▸ **Instructions to follow**
What is the number of lines in this listing that include "anchor"? Answer with that number only.

▸ **Entries provided**
● ● ● ●

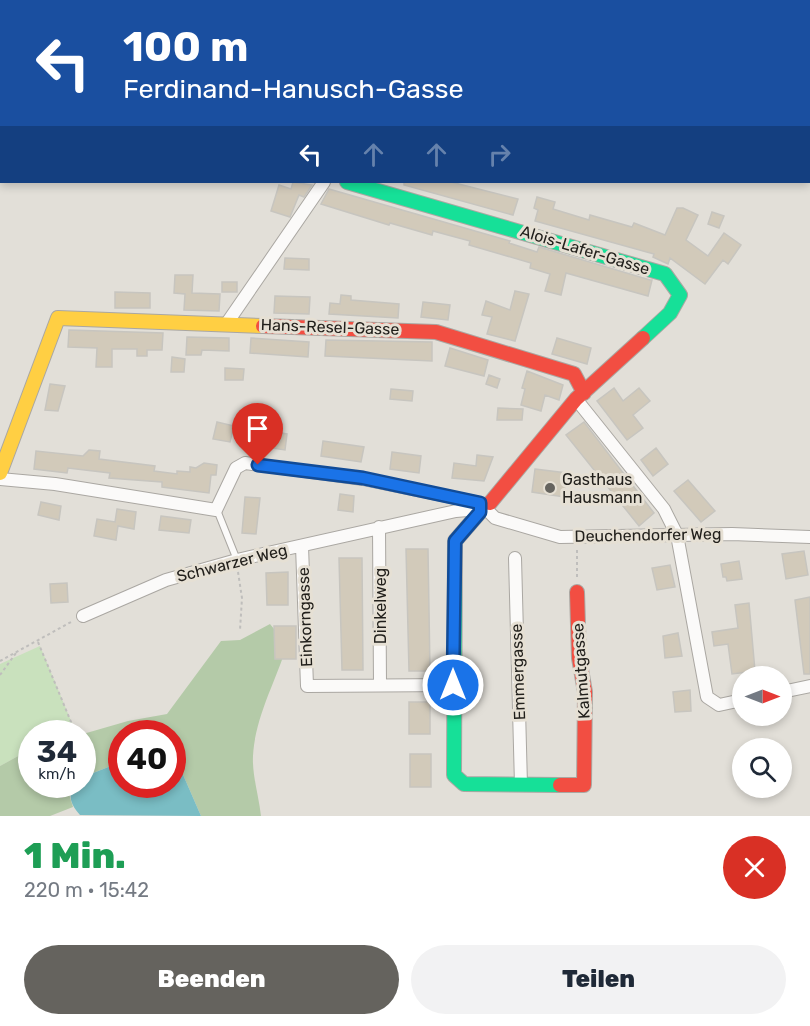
<!DOCTYPE html>
<html lang="de">
<meta charset="utf-8">
<style>
body{margin:0;font-family:Rubik,sans-serif;background:#f2f2f3;color:#1f2937;height:100vh;display:flex;flex-direction:column;font-size:22px;white-space:nowrap}
*{box-sizing:border-box;margin:0}
p{font-size:20px;color:#747a83}
.icon{flex:none;width:33px;height:33px;fill:none;stroke:currentColor;stroke-width:2;stroke-linecap:round;stroke-linejoin:round}
.map{position:relative;height:816px;overflow:hidden}
.details{display:flex;flex-direction:column;background:#fff;flex:1}
.details>*{flex:none}
.top-card{position:absolute;left:0px;top:0px;width:810px;height:183px;box-shadow:0 3px 9px #0003;background:#1a4fa0;color:#fff;overflow:hidden}
.needle{width:39px;rotate:90deg}
.controls{position:absolute;left:732px;top:666px;display:grid;gap:12px}
.controls a{display:grid;place-items:center;width:60px;height:60px;border-radius:50%;background:#fff;box-shadow:0 3px 9px #0003;font-size:30px}
.speed{position:absolute;left:18px;top:720px;display:flex;gap:12px;font-size:30px;font-weight:700;text-align:center}
.speed>*{display:grid;place-content:center;width:78px;height:78px;border-radius:50%;background:#fff;box-shadow:0 3px 9px #0003;line-height:1}
.speed small{font-size:15px;font-weight:400}
.speed .limit{border:9px solid #d22;background:#fff;color:#111}
.pin{position:absolute;display:grid;place-items:center;width:51px;height:51px;color:#fff;margin:-62px -26px;border-radius:50% 50% 50% 0;rotate:-45deg;box-shadow:0 0 6px #0007}
.pin .icon{rotate:45deg}
.me{position:absolute;width:66px;margin:-33px;rotate:0deg;stroke-linejoin:round;filter:drop-shadow(0 0 4px #0008)}
.turn{display:flex;align-items:center;gap:21px;height:126px;padding:0 24px;font-size:27px}
.turn .icon{width:78px;height:78px;stroke-width:2.5}
.turn b{display:block;font-size:42px;line-height:51px}
.lanes{display:flex;align-items:center;height:57px;padding:0 24px;background:#0003;justify-content:center;gap:30px;direction:ltr}
.lanes .off{opacity:.35}
.round{display:grid;place-items:center;flex:none;width:63px;height:63px;border-radius:32px;background:#f2f2f3}
.head{display:flex;align-items:center;justify-content:space-between;height:102px;padding:0 24px}
h1{font-size:36px;font-weight:800;line-height:45px;color:#1e9e55}
.action{display:flex;gap:12px;margin-top:auto;padding:12px 24px}
.action a{flex:1;height:69px;border-radius:36px;background:#65635e;color:#fff;font-size:24px;font-weight:800;line-height:69px;text-align:center}
.action a+a{background:#f2f2f3;color:#1f2937}
.map>svg:first-child{display:block}
</style>
<div class="map">
<svg width="810" height="816" viewBox="0 0 810 816">
<rect width="100%" height="100%" fill="#e2dfd8"/>
<path fill="#c9e1bd" d="M40,646L76,733L32,734L31,749L0,766V664Z"/>
<path fill="#b4caa8" d="M270,624L287,645C276,681 255,717 253,756C252,775 259,797 261,816H201L181,770L173,765L172,734H122L121,762L83,777V734L128,721L167,714L221,641L240,640Z
M31,749L32,784L73,785L69,794L73,807L50,816H0V766Z"/>
<path fill="#7abdc4" d="M121,762L122,784H172L173,765L181,770L201,816L80,815C71,805 68,797 73,785L82,784L83,777Z"/>
<g fill="none" stroke-linecap="round" stroke-linejoin="round">
<path stroke="#7abdc4" stroke-width="4" d="M171,2L172,0
M0,143H2"/>
</g>
<path fill="#d2caba" stroke="#c7c5bf" stroke-width="1.5" d="M293,182L312,185L304,197L299,195L290,217L271,211L279,185L291,189Z
M404,182H451L518,199L513,215L404,185Z
M329,189L510,241L509,243L537,252L539,247L650,280H652L648,296L566,273L561,295L545,291L550,274L530,268L531,263L469,245L470,241L433,231L432,235L390,223L389,225L321,204Z
M537,197L555,202L553,209L589,220L590,215L632,227L634,223L665,235L677,208H683L698,215L686,240L708,256L724,233L741,245L728,264L723,260L705,284L670,258L668,264L653,257L654,254L535,221L538,210L534,208Z
M712,212L724,216L719,228L708,224Z
M285,258L309,259V270L284,269Z
M175,275H193L192,293L220,294L219,311L184,310L185,294L174,293Z
M222,282H237V292H222Z
M515,291L529,294L515,341L487,334L492,317L482,315L486,301L510,310Z
M115,292L150,293V308H115Z
M341,295L351,296V300L399,304L398,318L329,314L330,303L340,304Z
M275,296L310,297L309,314L274,313Z
M423,302L450,305L448,320L421,317Z
M69,330L163,333L162,350H147V356H137V349H112V367H96L97,348L68,347Z
M187,337L229,338V351L202,350L201,355H186Z
M251,338L309,342L308,357L250,353Z
M557,338L591,348L587,364L552,354Z
M326,340L432,342V361L325,356Z
M450,348L488,360L484,376L445,366Z
M172,357L185,359L184,372H171Z
M225,368L244,369L243,380H225Z
M527,371L563,385L559,400L545,395L541,411L521,405L525,389L522,388Z
M489,375L500,379L497,388L486,384Z
M50,384L65,386L58,411L45,410Z
M614,388L623,401L639,388L650,401L633,415L643,428L627,440L597,401Z
M391,389L413,391L412,401L390,399Z
M498,408L523,409L522,420H497Z
M217,422L234,426L230,442L213,439Z
M584,422L654,513L639,526L566,435Z
M255,429L287,434L285,450L253,445Z
M323,441L364,447L361,462L321,456Z
M656,448L668,464L653,476L641,460Z
M89,450L100,451L99,459L155,466L154,471L177,474V471L190,472V467L196,468L204,463L217,465L216,475H211L209,493L162,487V482L109,478L110,473L68,468L67,473L34,469L36,451L83,456Z
M392,452L421,456L419,473L390,469Z
M477,455L493,457L484,481L452,478L454,463L476,466Z
M535,469L567,473L564,497L532,492Z
M688,480L715,511L701,522L674,491Z
M340,494L354,496L353,512L338,510Z
M245,497L260,498L256,534L242,533Z
M41,502L61,506L59,520L38,515Z
M117,509L136,512L134,529L118,526L116,540L94,536L97,519L115,522Z
M161,516L191,520L189,533L159,530Z
M406,549H428L430,671H409Z
M804,551L808,575L786,579L782,554Z
M339,558H362L363,670H342Z
M739,561L742,579L727,581L726,577H723L721,564Z
M670,565L675,587L657,590L652,568Z
M288,572V605H267L266,573Z
M67,583L68,602L51,603L50,584Z
M810,597V674H804L795,600Z
M749,603L755,671L732,674L728,644L714,646L712,632L738,628L735,605Z
M274,626H296V659H275Z
M678,633L682,656L665,658L663,636Z
M690,690L691,711L675,712L673,692Z
M409,702H430V734H409Z
M410,754H431V787H410Z"/>
<g fill="none" stroke-linecap="round" stroke-linejoin="round">
<defs>
<path id="lane" d="M217,510L237,560"/>
<path id="street" d="M227,323L324,182
M576,399L664,509L677,535L707,697L719,705L742,700
M0,479L55,484L216,510L236,468L245,463L363,479L480,503
M490,513L495,518L560,537L732,534L810,537
M379,527L380,685
M302,546L307,686L453,685
M515,558L521,785
M83,616L166,580L237,560L456,511L479,509
M782,692L810,686"/>
<path id="fast" d="M347,182L665,274L680,295L670,313L643,338
M480,512L455,541L454,775L464,784L560,785"/>
<path id="slow" d="M0,473L58,318L263,326"/>
<path id="jam" d="M263,326L436,332L574,374L584,393
M490,503L576,399L643,338
M560,785H584L585,692L579,658L577,592"/>
</defs>
<use href="#lane" stroke="#aaa7a2" stroke-width="8"/>
<use href="#street" stroke="#aaa7a2" stroke-width="14"/>
<use href="#fast" stroke="#aaa7a2" stroke-width="16"/>
<use href="#slow" stroke="#aaa7a2" stroke-width="16"/>
<use href="#jam" stroke="#aaa7a2" stroke-width="16"/>
<path stroke="#bfbebc" stroke-width="2" stroke-dasharray="3 3" stroke-linecap="butt" d="M238,572L242,598L240,630
M577,577V550
M38,642L76,734
M0,661L71,622
M0,675L16,653
M62,798V784"/>
<use href="#lane" stroke="#fbfaf9" stroke-width="6"/>
<use href="#street" stroke="#fbfaf9" stroke-width="12"/>
<use href="#fast" stroke="#16e098" stroke-width="14"/>
<use href="#slow" stroke="#ffcf43" stroke-width="14"/>
<use href="#jam" stroke="#f24e42" stroke-width="14"/>
</g>
<g fill="none" stroke-linecap="round" stroke-linejoin="round">
<defs>
<path id="route" d="M258,465L363,478L480,503V512L455,541L453,685"/>
</defs>
<use href="#route" stroke="#114b97" stroke-width="15"/>
<use href="#route" stroke="#1a73e8" stroke-width="10"/>
</g>
<circle fill="#65635e" stroke="#e6e0d4" stroke-width="2" cx="550" cy="488" r="6"/>
<g text-anchor="middle" dominant-baseline="central" stroke-width="6" stroke-linejoin="round" paint-order="stroke">
<g font-size="16" fill="#22201c" stroke="#e6e0d4">
<text transform="translate(585 250) rotate(17)">Alois-Lafer-Gasse</text>
<text transform="translate(330 327) rotate(2)">Hans-Resel-Gasse</text>
<text transform="translate(648 535) rotate(-1)">Deuchendorfer Weg</text>
<text transform="translate(232 563) rotate(-14)">Schwarzer Weg</text>
<text transform="translate(380 606) rotate(-90)">Dinkelweg</text>
<text transform="translate(305 617) rotate(-92)">Einkorngasse</text>
<text transform="translate(581 671) rotate(-94)">Kalmutgasse</text>
<text transform="translate(518 672) rotate(-92)">Emmergasse</text>
</g>
<g font-size="16" fill="#22201c" stroke="#e6e0d4" text-anchor="start">
<text x="562" y="479">Gasthaus<tspan x="562" dy="18">Hausmann</tspan></text>
</g>
</g>
</svg>
<div class="controls">
<a><svg class="needle" viewBox="-14 -14 28 28"><path d="M0-13l5 13h-10z" fill="#e53935"/><path d="M0 13l5-13h-10z" fill="#747a83"/></svg></a>
<a><svg class="icon" aria-label="search" viewBox="0 0 24 24"><circle cx="10" cy="10" r="6"/><path d="M15 15l6 6"/></svg></a>
</div>
<div class="speed"><div>34<small>km/h</small></div><div class="limit">40</div></div>
<div class="pin" style="left:258px;top:465px;background:#d93025"><svg class="icon" aria-label="arrive" viewBox="0 0 24 24"><path d="M6 21V4h12l-3 4 3 4H6"/></svg></div>
<svg class="me" style="left:453px;top:685px" viewBox="-20 -20 40 40"><circle r="17" fill="#1a73e8" stroke="#fff" stroke-width="3"/><path d="M0-11L8 9 0 5-8 9z" fill="#fff"/></svg>
<div class="top-card">
<div class="turn"><svg class="icon" aria-label="left" viewBox="0 0 24 24"><path d="M17 20v-9H6M10 6l-5 5 5 5"/></svg><div><b>100 m</b>Ferdinand-Hanusch-Gasse</div></div>
<div class="lanes"><svg class="icon" aria-label="left" viewBox="0 0 24 24"><path d="M17 20v-9H6M10 6l-5 5 5 5"/></svg><svg class="icon off" aria-label="ahead" viewBox="0 0 24 24"><path d="M12 20V5M6 11l6-6 6 6"/></svg><svg class="icon off" aria-label="ahead" viewBox="0 0 24 24"><path d="M12 20V5M6 11l6-6 6 6"/></svg><svg class="icon off" aria-label="right" viewBox="0 0 24 24"><path d="M7 20v-9h11M14 6l5 5-5 5"/></svg></div>
</div>
</div>
<section class="details">
<div class="head"><div><h1>1 Min.</h1><p>220 m · 15:42</p></div><a class="round" style="background:#d93025;color:#fff"><svg class="icon" aria-label="close" viewBox="0 0 24 24"><path d="M6 6l12 12M18 6L6 18"/></svg></a></div>
<div class="action"><a>Beenden</a><a>Teilen</a></div>
</section>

● ● ● ●

▸ **Exercise result**
2